[Records for the exercise Boundary: Start]

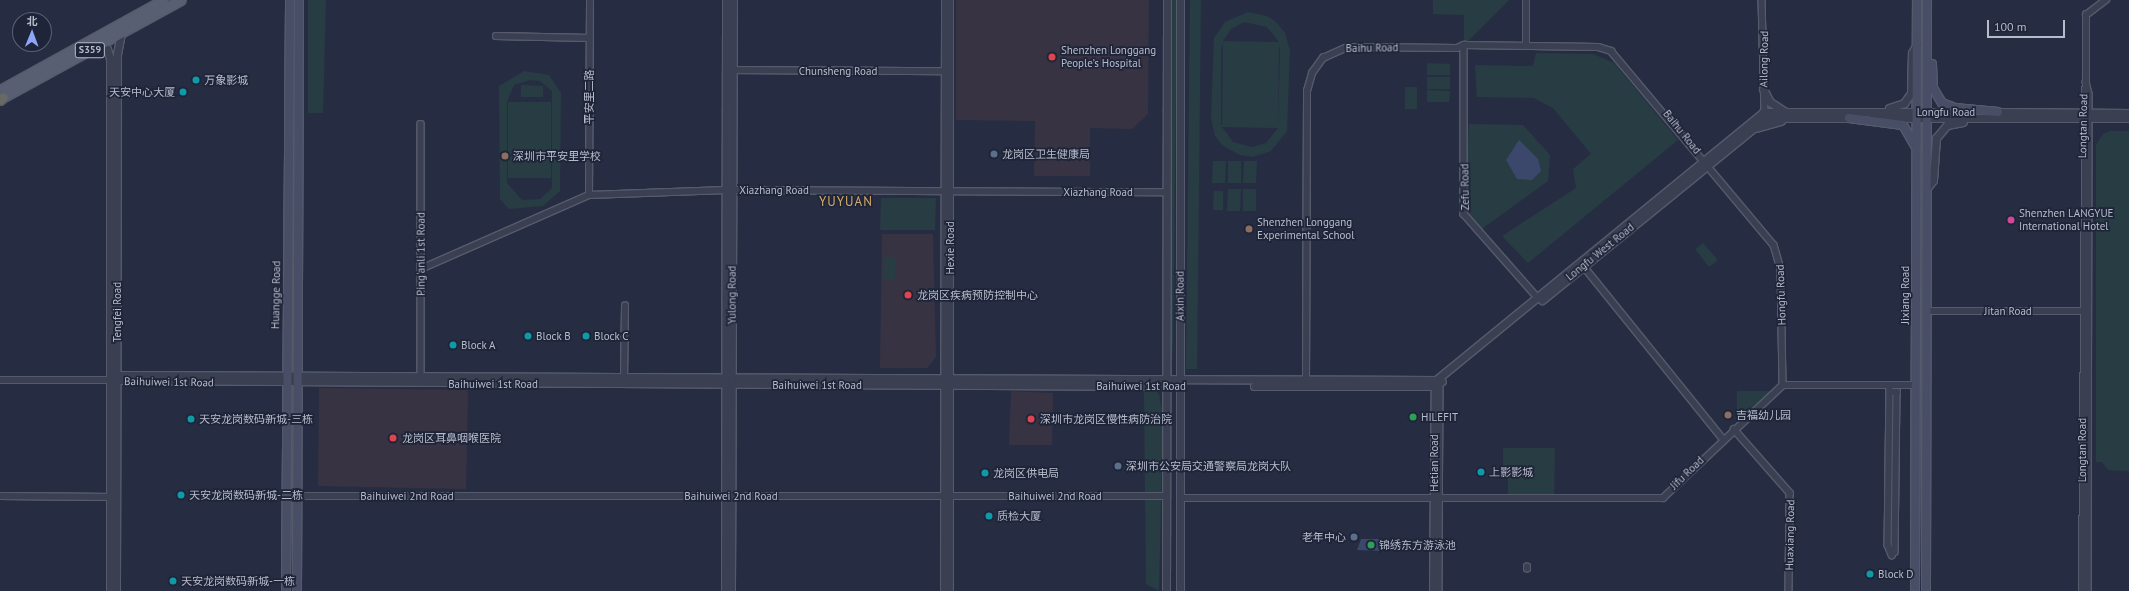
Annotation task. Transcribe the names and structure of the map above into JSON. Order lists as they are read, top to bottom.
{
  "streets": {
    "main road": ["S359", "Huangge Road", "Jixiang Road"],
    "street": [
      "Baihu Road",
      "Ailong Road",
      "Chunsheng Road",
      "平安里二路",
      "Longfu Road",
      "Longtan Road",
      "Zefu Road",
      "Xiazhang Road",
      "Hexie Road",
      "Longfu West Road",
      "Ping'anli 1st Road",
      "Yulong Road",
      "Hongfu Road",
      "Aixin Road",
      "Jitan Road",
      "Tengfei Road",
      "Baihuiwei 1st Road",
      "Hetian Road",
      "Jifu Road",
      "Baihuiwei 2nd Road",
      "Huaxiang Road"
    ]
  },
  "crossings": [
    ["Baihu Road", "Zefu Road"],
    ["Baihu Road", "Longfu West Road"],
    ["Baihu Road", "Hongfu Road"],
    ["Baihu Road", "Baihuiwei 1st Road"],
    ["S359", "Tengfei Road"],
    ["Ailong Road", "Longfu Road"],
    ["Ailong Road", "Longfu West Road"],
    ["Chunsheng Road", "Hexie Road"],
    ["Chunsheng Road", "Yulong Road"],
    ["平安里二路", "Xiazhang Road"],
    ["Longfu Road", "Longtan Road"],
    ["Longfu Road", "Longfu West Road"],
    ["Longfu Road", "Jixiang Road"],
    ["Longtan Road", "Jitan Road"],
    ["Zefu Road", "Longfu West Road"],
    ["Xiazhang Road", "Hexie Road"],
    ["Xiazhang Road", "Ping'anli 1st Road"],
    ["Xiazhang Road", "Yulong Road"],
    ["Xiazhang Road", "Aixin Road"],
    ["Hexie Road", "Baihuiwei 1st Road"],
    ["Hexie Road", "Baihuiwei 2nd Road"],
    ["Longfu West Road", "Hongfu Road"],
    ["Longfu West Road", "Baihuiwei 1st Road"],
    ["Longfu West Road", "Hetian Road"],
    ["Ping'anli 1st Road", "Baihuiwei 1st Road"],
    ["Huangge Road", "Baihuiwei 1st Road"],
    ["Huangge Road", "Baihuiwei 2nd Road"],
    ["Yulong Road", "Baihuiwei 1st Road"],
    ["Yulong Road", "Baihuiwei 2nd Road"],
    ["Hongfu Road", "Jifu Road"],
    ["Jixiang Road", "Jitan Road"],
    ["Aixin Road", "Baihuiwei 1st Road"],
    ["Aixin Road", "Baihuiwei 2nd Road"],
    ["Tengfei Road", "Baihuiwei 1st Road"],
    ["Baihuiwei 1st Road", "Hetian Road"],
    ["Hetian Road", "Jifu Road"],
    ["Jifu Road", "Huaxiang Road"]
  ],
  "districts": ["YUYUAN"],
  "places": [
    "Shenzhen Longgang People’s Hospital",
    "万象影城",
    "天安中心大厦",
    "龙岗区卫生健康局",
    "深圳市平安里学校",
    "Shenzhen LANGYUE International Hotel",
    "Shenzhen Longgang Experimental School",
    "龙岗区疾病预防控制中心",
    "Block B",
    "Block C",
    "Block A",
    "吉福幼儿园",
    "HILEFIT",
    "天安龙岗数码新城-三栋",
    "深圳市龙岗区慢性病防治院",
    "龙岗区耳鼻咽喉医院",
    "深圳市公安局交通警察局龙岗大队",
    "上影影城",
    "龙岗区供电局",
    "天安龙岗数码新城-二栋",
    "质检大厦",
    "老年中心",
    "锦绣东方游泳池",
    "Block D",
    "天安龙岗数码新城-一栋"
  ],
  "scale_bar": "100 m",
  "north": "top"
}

[Records for the exercise Boundary: End]
[Records for the exercise Boundary: Start]

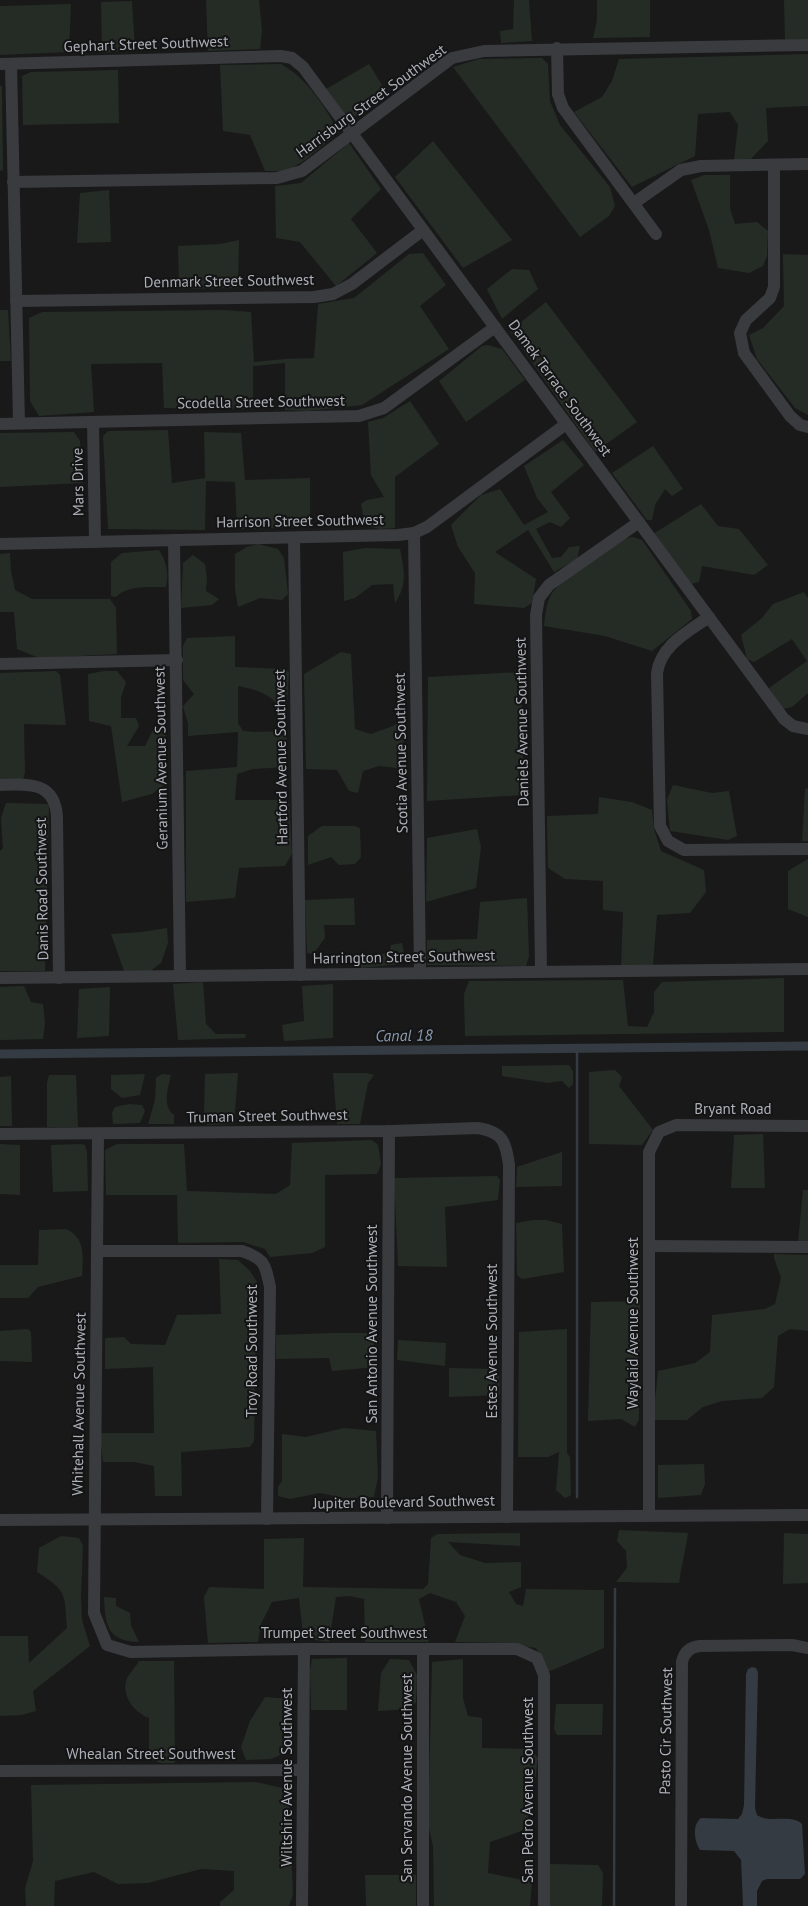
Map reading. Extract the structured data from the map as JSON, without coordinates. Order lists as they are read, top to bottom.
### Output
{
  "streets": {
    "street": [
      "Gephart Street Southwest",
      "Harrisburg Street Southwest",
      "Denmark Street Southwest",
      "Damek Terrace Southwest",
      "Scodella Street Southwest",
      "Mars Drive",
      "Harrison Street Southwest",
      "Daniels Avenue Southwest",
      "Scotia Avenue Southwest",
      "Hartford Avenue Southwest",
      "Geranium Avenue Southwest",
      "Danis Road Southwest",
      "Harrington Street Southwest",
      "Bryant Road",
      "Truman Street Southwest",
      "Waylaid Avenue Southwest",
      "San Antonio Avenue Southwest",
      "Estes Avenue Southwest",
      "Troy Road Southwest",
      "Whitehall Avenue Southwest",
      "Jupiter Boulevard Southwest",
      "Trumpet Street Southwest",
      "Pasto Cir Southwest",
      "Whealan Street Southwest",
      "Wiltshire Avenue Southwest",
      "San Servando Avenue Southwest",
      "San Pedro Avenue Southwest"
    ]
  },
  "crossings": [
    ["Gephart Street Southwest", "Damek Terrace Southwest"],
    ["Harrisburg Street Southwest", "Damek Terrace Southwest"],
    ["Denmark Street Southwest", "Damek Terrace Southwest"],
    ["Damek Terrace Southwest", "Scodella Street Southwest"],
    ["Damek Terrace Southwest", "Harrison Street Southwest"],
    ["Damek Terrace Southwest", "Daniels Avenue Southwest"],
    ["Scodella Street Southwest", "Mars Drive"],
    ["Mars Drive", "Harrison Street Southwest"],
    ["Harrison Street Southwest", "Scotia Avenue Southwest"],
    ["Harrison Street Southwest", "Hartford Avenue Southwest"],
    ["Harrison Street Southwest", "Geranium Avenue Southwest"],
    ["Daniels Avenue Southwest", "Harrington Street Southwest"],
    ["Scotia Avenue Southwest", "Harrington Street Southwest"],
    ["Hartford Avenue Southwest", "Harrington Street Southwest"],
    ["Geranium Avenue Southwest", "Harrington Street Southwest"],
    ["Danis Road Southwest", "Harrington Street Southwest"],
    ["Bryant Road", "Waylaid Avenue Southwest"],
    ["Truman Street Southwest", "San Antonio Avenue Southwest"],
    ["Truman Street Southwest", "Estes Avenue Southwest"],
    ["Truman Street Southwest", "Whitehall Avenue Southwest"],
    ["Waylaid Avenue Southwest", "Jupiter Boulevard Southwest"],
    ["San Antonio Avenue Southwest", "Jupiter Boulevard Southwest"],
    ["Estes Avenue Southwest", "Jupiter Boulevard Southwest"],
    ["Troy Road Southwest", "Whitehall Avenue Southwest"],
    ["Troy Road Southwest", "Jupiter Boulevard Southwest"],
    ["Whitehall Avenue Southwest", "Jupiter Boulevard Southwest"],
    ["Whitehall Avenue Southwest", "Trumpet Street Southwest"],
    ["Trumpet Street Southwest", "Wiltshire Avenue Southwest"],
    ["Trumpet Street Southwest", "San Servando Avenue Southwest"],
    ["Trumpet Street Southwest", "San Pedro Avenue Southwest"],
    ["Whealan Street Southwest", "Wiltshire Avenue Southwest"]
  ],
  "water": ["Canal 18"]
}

[Records for the exercise Boundary: End]

- **Task details**
Find the string "Harrison" in the entries above and return each line that holds it.

- **Answer to the exercise**
      "Harrison Street Southwest",
    ["Damek Terrace Southwest", "Harrison Street Southwest"],
    ["Mars Drive", "Harrison Street Southwest"],
    ["Harrison Street Southwest", "Scotia Avenue Southwest"],
    ["Harrison Street Southwest", "Hartford Avenue Southwest"],
    ["Harrison Street Southwest", "Geranium Avenue Southwest"],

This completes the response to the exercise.